Lagardien told MambaOnline at the time that LGBTQ+ people are being “forced down our throat”. He asserted: “I will not allow LGBTQ individuals in my shop, and no one can stop me!”

Following several complaints, the SA Human Rights Commission (SAHRC) instituted proceedings against Lagardien in the High Court, sitting as an Equality Court, in Gqeberha.

The commission alleges that the shop owner violated the Promotion of Equality and Prevention of Unfair Discrimination Act (PEPUDA or the Equality Act) by discriminating against the LGBTQ+ community. It is demanding that he issue a public apology and pay R500,000 in damages to an NGO dedicated to promoting equality.

Shop Owner Wanted to “Protect Children”

A defiant Lagardien states in court documents that as a practising Muslim who views same-sex relationships as “un-Islamic and amoral,” he is “obliged to take steps to prevent children from being exposed to… amoral behaviours.” Lagardien also asserts that the sign was an “expression of his religious beliefs.”

He claims that he was moved to put up the sign after two gay men visited his store in June 2023 and allegedly kissed one another, and touched each other’s genitals in front of other customers, including children. After he asked the men to leave the store, he further claims that he and his family faced “acts of intimidation and threats of violence.”

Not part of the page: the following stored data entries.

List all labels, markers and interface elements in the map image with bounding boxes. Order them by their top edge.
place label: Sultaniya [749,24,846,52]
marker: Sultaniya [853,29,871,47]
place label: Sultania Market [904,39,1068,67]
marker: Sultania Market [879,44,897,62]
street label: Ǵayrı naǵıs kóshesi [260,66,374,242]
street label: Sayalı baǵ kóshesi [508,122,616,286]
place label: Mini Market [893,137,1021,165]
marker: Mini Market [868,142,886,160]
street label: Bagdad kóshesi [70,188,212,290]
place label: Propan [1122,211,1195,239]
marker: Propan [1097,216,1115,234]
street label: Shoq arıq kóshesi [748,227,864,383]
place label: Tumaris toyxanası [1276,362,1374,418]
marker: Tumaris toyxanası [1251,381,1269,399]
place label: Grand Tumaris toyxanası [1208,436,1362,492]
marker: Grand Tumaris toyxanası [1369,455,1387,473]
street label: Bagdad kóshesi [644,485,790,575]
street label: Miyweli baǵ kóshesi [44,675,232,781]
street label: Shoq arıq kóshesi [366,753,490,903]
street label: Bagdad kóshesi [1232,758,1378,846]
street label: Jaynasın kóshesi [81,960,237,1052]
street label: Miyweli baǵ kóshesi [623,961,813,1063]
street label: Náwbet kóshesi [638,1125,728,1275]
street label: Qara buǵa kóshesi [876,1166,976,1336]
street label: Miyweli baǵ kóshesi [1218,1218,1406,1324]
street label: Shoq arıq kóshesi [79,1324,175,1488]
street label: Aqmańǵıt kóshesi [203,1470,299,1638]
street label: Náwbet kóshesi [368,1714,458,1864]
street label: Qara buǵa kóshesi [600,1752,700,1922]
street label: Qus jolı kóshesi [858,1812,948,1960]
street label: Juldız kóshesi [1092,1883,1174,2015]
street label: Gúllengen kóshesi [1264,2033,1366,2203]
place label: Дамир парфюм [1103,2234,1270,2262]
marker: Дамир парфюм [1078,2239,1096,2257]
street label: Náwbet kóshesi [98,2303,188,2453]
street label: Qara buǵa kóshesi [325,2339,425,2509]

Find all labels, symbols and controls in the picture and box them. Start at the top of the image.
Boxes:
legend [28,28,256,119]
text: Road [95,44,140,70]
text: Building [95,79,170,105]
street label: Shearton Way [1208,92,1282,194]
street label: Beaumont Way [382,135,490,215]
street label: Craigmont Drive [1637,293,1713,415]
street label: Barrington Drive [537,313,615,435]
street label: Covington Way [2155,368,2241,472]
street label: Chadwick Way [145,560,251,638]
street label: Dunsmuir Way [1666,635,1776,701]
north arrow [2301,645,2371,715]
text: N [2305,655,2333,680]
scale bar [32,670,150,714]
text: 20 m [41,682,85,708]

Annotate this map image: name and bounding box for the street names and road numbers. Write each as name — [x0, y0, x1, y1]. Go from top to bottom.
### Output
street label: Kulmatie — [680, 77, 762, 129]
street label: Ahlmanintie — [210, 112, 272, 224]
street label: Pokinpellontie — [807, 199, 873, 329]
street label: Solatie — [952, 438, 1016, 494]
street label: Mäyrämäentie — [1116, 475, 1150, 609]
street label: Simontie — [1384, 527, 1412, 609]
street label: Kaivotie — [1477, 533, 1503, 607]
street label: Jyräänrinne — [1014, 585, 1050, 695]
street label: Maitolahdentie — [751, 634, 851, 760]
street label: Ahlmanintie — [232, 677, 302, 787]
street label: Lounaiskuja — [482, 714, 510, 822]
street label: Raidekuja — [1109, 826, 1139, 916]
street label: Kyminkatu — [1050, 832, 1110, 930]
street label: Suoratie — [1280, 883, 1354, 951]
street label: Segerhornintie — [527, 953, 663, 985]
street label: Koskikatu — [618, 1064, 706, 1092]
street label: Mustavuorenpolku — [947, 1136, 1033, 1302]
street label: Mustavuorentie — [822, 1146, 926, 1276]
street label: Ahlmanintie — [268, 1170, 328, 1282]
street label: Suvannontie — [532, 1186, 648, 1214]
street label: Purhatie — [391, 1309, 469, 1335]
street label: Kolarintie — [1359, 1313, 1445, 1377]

Lagardien argues that the SAHRC has no evidence that he actually denied services to members of the LGBTQ+ community and that if he did discriminate by putting up the sign, it was not “unfair” discrimination as it sought to protect customers and children from conduct “against their Islamic beliefs.”

(It’s worth noting that if Lagardien had erected a sign prohibiting displays of intimacy in his shop between all couples, both same-sex and opposite-sex, he would likely not be facing legal action.)

The shop owner goes on to contend that the sign is protected under his right to freedom of speech, and that while it might have been offensive, it did not incite hate and was not harmful or did not incite harm. He further insists that the sign is protected under his constitutional right to freedom of religion.

Religion Not The Supreme Law of the Republic

In its response, the SAHRC seeks to separate Lagardien’s religious beliefs from his actions. It points out that Islam, or any other religion, “is not a license for the respondent to infringe on other people’s rights.”

It also notes that Islam is not the supreme law of the republic and that the Constitutional Court has held that certain basic norms and standards are binding to all South Africans regardless of religion.

“The respondent is intentionally fusing the offending conduct with his religious rights so that this Court may not grant the relief sought on the basis that it would be an infringement of his right to religion. This should not be allowed,” argues the commission.

It notes that “the words used by the sign and the message communicated by the sign propagate hatred against the LGBTQI community” and that this also “constituted harassment of the LGBTQI community.”

The commission quotes some of the WhatsApp group’s messages, one of which calls for “crush[ing] these evil vermin.” According to the SAHRC: “the respondent has gone further than expressing a religious dogma. He and his accomplices have called for the annihilation of others using religion as an excuse.”

In Monday’s hearing, Media Monitoring Africa successfully applied to intervene in the matter as an amicus curiae (friend of the court). The Commission for Gender Equality (CGE) also expressed its intention to apply as amicus curiae and was given 30 days to submit its application to the Equality Court.

The matter was postponed to August 2024 with a specific date to be confirmed.